By JOHN L. ALLEN JR.
NCR Staff
Rome

He may have been little more than a blip on the radar screen in the U.S. press, but for weeks the most talked-about American in Italy was Derek Rocco Barnabei, executed in Virginia Sept. 14 for the alleged 1993 rape and murder of his girlfriend. Barnabei was the grandson of an Italian immigrant.

Attempts to save the life of Barnabei, 34, became a national crusade in Italy, drawing the intervention of Pope John Paul II and every party in parliament from the far right to the extreme left. Rallies and torchlight protest marches took place all over the country as the date of execution drew near. Italian television networks broadcast the countdown live, although it happened at 3 a.m. local time.
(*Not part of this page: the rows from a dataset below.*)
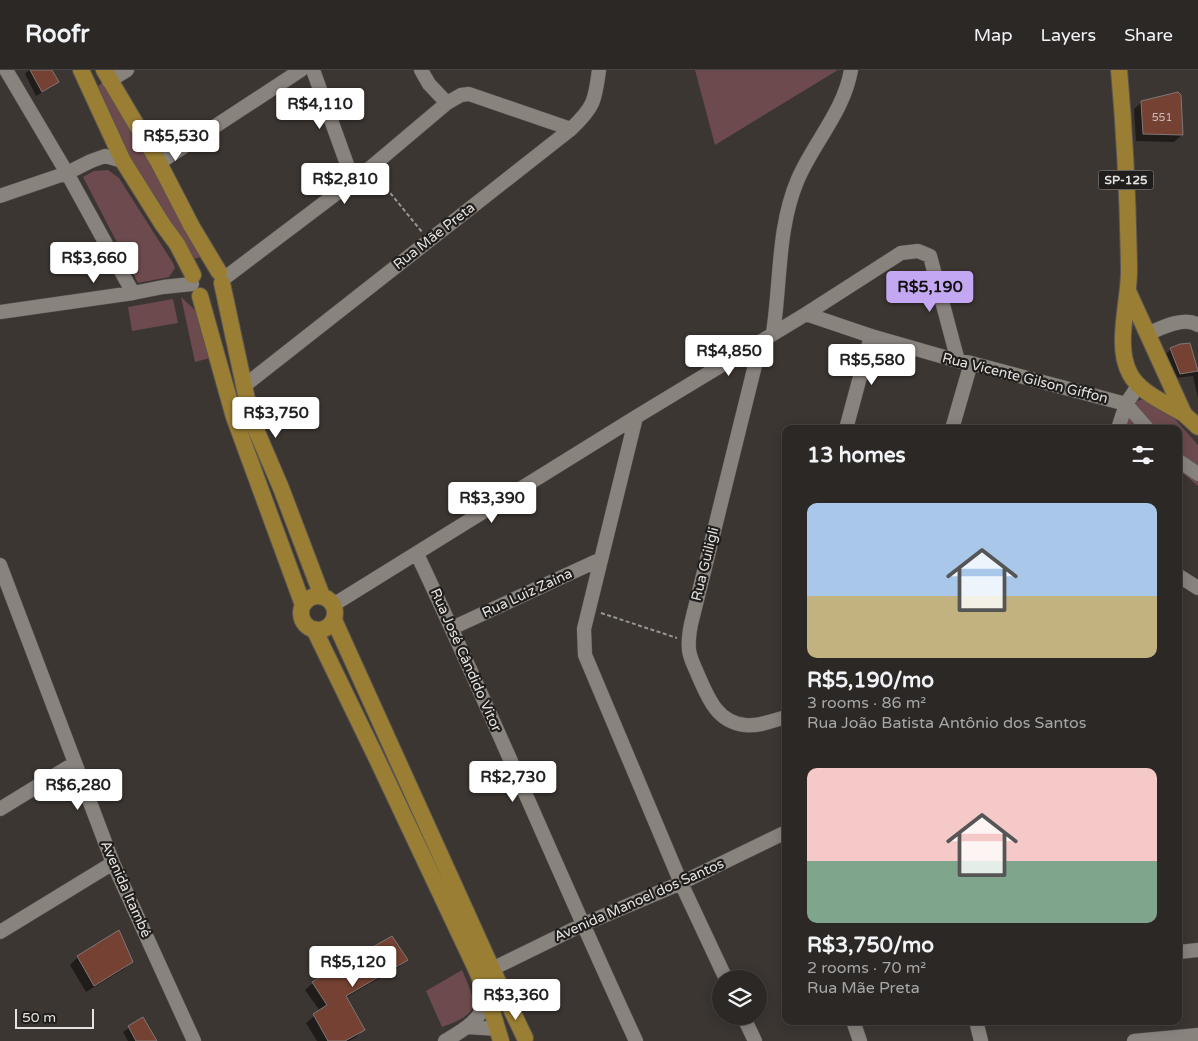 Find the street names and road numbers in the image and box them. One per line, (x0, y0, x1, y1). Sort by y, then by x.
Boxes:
road number: SP-125 (1098, 170, 1154, 190)
street label: Rua Mãe Preta (390, 199, 478, 273)
street label: Rua Vicente Gilson Giffon (940, 349, 1110, 407)
street label: Rua Guiligli (688, 525, 722, 603)
street label: Rua Luiz Zaína (479, 565, 575, 621)
street label: Rua José Cândido Vitor (427, 586, 506, 735)
street label: Avenida Itambé (97, 838, 155, 940)
street label: Avenida Manoel dos Santos (551, 855, 727, 945)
Observers say the contrast between the business-as-usual approach in America, where Barnabei was the fifth man put to death in Virginia alone this year, and in Italy, where the death penalty has been banned for more than a century, underscores the increasing gulf separating the United States and Europe on capital punishment.

All 15 member states of the European Union abandoned the death penalty decades ago, and European governments generally consider abolition a fundamental human rights principle. The United States, meanwhile, carried out 98 executions in 1999, placing it behind China, Iran and Saudi Arabia, but ahead of Uganda, Cuba and Thailand.

“The U.S. is keeping embarrassing company,” said Sergio D’Elia, head of the Rome-based “Hands Off Cain” anti-death penalty campaign, at a rally staged days before Barnabei’s execution.

Two recent studies in the United States critical of the application of capital punishment helped to fuel discussion here. A Justice Department report released Sept. 12 appeared to bolster claims of racial bias, concluding that over the past five years 75 percent of defendants for whom a prosecutor has sought execution have been members of a minority group.

A second study, by Columbia University law professor James Leibman, found that of 4,578 death penalty cases between 1973 and 1995, state courts made errors 68 percent of the time, and 7 percent of convicted suspects were later proved innocent. That finding suggests that some 320 persons were once set to die -- or were executed -- who were not guilty.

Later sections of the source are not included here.